Since Dr. Christiaan Barnard performed the first successful heart transplant in 1967, medical science has been kind of stuck with transporting organs on ice, quickly, to the recipient. Maybe not for long, though–if the breakthrough method of organ transport and storage shown in the video below receives FDA approval, the lifetime of a donor heart would be extended from the current 6-hour “safe to use” window, possibly long enough to travel cross-country if necessary to find the best donor-recipient match.
Content warning: This is a live, beating heart inside a box. Don’t watch if that sounds like a thing you don’t want to see.
The special delivery was part of an ongoing national, multi-center phase 2 clinical study of an experimental organ-preservation system that allows donor hearts to continue functioning in a near-physiologic state outside the body during transport. The trial is being led by principal investigator Dr. Abbas Ardehali, surgical director of the heart and lung transplantation program at UCLA.
Rob Evans, 61, the CEO of a nonprofit in Arizona, had been waiting nearly four years for a new heart. When asked if he was interested in enrolling in the research study, he said he thought the concept of a “warm, beating heart” sounded like common sense. His transplant surgery took place in June.
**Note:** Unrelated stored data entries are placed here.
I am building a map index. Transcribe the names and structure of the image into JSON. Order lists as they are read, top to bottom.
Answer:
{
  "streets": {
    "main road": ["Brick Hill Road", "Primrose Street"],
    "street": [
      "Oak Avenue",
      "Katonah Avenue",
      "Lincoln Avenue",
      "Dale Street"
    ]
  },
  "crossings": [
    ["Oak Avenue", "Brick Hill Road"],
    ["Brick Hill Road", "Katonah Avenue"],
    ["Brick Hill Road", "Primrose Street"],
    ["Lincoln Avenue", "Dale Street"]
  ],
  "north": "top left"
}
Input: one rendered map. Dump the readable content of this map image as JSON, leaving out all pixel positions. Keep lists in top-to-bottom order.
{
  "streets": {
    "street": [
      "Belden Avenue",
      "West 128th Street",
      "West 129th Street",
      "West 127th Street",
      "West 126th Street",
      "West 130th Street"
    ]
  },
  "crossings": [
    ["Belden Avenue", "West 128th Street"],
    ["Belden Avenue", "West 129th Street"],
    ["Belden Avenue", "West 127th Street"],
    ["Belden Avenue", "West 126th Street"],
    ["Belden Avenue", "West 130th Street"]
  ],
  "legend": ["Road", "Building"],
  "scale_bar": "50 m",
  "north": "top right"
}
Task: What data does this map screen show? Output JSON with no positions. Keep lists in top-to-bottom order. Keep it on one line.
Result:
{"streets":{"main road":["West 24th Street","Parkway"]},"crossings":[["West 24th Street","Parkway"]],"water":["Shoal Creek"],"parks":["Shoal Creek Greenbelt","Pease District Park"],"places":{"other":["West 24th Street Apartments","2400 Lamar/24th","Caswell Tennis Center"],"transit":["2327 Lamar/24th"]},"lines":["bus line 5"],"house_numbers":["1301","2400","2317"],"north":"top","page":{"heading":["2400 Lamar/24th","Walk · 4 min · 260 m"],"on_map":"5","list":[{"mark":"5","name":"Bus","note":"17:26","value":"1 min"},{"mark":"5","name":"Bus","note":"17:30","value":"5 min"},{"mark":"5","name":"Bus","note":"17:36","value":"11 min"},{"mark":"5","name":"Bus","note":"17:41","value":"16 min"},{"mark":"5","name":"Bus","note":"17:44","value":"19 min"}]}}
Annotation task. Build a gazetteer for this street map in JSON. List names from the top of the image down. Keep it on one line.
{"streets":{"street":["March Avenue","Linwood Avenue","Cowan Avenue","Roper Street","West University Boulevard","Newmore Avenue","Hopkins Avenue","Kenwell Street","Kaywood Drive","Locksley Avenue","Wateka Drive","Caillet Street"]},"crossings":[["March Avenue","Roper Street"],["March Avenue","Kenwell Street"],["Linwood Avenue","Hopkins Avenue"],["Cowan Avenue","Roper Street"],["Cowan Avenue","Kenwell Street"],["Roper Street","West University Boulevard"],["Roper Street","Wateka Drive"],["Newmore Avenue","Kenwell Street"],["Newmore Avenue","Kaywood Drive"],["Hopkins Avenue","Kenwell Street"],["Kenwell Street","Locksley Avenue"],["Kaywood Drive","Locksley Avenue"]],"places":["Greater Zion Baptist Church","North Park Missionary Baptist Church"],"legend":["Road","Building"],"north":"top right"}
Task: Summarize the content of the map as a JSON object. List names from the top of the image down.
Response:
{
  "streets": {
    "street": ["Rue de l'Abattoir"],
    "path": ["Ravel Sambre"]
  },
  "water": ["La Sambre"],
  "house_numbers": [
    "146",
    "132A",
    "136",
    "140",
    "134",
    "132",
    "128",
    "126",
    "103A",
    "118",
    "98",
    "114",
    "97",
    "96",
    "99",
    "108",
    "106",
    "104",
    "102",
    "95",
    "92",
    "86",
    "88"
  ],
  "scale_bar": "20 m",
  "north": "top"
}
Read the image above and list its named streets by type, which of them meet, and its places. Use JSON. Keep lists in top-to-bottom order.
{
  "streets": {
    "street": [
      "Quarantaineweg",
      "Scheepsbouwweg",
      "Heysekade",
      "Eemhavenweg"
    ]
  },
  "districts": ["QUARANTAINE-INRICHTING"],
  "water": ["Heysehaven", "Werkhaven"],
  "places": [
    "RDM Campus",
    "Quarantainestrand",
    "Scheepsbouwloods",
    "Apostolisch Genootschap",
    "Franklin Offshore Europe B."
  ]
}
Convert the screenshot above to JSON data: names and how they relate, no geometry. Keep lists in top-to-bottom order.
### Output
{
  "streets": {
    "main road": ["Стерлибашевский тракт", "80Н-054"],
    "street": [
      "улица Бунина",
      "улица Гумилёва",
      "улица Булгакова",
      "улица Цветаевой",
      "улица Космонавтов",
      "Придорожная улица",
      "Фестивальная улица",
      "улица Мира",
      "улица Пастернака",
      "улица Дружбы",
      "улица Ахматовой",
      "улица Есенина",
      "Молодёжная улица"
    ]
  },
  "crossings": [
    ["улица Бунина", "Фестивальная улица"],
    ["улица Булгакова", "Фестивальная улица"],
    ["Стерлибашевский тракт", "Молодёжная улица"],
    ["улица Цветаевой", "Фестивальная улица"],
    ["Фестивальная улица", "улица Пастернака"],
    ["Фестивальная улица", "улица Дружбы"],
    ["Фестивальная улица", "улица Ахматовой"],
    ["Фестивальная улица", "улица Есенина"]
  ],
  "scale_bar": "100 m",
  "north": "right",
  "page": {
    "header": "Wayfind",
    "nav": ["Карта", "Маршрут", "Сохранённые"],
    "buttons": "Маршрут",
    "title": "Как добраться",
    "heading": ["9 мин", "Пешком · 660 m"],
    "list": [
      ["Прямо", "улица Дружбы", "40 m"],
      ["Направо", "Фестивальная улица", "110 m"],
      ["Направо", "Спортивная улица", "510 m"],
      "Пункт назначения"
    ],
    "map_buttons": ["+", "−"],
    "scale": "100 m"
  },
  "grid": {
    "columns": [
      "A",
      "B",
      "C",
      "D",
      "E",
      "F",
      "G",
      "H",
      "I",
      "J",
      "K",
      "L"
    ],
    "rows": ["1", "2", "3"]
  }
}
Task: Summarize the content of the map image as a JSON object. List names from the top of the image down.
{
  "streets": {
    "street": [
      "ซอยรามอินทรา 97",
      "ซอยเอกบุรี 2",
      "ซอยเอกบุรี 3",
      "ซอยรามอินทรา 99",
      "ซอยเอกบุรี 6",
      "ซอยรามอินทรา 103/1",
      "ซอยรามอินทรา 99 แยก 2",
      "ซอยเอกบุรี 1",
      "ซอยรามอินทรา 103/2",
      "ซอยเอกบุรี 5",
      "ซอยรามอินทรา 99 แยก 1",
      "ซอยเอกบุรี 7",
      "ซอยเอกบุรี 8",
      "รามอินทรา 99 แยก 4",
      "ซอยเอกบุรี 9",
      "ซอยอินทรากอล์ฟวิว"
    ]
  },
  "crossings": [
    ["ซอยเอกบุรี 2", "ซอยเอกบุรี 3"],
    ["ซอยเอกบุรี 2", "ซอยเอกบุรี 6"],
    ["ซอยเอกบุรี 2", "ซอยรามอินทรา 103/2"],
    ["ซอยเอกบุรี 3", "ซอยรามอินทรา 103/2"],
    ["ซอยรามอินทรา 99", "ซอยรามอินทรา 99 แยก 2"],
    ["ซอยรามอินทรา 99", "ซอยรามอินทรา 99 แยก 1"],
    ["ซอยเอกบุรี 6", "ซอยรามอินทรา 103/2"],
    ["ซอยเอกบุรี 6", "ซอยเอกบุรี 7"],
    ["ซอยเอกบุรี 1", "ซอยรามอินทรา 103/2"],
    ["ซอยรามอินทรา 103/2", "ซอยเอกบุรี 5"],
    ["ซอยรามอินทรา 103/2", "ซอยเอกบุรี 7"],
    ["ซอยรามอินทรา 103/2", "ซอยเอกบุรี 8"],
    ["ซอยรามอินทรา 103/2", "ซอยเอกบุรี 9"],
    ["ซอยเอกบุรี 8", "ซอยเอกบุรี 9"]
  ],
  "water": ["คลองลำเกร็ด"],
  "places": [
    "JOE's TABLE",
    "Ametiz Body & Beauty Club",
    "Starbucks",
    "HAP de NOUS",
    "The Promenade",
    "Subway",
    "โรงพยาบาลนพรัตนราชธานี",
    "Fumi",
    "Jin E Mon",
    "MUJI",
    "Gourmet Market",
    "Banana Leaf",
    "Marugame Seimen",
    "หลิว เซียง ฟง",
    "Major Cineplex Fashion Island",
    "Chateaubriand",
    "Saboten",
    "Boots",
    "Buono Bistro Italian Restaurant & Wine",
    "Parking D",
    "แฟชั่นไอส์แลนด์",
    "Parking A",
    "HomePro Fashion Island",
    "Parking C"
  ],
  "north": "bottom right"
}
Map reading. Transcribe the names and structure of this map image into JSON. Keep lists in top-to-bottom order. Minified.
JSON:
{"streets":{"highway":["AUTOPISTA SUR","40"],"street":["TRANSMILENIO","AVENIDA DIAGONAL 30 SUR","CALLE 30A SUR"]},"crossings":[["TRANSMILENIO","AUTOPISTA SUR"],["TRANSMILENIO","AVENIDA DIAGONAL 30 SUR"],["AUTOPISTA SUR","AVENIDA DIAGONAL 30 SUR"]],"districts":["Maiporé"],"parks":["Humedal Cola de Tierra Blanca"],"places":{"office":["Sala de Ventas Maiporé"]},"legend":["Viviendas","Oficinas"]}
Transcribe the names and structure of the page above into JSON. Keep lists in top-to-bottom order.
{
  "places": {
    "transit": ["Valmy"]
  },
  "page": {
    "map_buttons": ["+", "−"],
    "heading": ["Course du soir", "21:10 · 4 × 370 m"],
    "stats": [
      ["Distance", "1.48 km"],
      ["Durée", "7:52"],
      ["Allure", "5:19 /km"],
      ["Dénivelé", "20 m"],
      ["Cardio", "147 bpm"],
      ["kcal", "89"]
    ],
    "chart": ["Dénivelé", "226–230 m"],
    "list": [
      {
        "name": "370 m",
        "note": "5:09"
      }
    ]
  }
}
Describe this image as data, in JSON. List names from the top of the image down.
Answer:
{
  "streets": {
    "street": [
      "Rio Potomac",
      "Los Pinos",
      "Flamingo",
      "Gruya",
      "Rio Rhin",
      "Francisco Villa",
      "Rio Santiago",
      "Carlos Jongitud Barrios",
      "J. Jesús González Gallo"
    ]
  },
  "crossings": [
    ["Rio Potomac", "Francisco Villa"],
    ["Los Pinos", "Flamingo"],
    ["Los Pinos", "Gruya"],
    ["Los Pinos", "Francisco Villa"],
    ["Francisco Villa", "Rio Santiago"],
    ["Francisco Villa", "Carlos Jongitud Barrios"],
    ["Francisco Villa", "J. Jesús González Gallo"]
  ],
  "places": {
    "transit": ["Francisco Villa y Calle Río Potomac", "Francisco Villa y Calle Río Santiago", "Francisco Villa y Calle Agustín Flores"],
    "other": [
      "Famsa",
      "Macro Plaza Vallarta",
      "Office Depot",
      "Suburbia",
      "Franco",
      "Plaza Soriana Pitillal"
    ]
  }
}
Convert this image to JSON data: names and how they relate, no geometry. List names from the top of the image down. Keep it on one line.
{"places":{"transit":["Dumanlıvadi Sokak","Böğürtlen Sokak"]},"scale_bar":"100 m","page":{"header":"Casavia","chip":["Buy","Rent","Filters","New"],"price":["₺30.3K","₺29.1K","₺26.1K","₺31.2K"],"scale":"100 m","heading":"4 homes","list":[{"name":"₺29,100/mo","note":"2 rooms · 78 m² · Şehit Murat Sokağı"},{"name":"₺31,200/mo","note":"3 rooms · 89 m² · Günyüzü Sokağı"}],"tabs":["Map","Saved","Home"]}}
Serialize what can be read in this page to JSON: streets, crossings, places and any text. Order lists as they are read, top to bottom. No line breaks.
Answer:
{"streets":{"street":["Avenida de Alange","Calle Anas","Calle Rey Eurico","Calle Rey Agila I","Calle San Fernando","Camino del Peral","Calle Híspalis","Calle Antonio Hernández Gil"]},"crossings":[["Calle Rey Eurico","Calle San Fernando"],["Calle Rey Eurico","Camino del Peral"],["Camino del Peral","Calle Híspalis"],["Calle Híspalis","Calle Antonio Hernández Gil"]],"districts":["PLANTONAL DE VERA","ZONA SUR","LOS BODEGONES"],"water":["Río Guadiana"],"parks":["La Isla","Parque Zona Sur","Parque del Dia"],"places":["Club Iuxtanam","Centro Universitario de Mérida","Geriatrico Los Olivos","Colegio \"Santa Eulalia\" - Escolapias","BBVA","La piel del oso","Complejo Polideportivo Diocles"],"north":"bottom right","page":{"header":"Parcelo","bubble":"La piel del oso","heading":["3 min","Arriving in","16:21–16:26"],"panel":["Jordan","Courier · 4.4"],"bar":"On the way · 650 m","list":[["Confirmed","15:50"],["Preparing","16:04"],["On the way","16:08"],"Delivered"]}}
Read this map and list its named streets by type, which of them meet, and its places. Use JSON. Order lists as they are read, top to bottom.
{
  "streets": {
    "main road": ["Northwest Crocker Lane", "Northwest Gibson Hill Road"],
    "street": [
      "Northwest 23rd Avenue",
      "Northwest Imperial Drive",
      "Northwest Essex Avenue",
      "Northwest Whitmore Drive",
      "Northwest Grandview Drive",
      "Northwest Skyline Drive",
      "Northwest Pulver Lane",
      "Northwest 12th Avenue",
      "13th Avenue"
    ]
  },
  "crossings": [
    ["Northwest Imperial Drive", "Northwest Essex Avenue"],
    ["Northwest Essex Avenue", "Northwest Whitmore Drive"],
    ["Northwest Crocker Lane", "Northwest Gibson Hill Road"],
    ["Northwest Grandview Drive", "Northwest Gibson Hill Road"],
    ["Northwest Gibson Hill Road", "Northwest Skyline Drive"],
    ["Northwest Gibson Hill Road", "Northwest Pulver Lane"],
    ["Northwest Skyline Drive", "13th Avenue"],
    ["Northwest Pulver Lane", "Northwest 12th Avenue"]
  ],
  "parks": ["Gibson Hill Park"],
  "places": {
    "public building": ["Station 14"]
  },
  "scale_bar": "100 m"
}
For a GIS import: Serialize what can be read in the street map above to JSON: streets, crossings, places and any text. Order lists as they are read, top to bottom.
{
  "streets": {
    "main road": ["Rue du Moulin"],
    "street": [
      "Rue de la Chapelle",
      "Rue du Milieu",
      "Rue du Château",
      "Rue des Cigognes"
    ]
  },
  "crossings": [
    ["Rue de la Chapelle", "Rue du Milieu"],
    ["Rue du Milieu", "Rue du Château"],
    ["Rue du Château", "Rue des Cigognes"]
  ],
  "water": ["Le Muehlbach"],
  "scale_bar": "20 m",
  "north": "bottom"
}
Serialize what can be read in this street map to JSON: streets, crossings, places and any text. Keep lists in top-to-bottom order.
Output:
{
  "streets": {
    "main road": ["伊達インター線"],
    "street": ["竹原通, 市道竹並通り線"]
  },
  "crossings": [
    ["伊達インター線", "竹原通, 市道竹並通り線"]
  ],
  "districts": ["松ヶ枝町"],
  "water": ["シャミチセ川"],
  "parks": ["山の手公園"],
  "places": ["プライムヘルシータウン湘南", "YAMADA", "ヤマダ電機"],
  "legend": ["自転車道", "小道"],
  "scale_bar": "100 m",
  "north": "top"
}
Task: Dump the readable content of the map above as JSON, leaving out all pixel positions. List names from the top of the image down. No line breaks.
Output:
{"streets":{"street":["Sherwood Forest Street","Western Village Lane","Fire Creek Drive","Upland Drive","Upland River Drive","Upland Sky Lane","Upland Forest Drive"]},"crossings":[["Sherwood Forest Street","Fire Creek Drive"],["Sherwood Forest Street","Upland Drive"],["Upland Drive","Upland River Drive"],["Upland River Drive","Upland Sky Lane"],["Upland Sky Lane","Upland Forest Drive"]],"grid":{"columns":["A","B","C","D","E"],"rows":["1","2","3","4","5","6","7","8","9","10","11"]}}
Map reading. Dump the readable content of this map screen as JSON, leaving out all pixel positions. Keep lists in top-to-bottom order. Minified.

The Organ Care System (OCS), developed by a medical device company called TransMedics, works this way: After a heart is removed from a donor’s body, it is placed in a high-tech OCS device and is immediately revived to a beating state, perfused with oxygen and nutrient-rich blood, and maintained at an appropriate temperature. The device also features monitors that display how the heart is functioning during transport.
Currently, the phase 2 trial is still underway. But should it prove consistently as successful as it was in Evans’ case, this will be the biggest breakthrough in organ transplant surgery since 1967.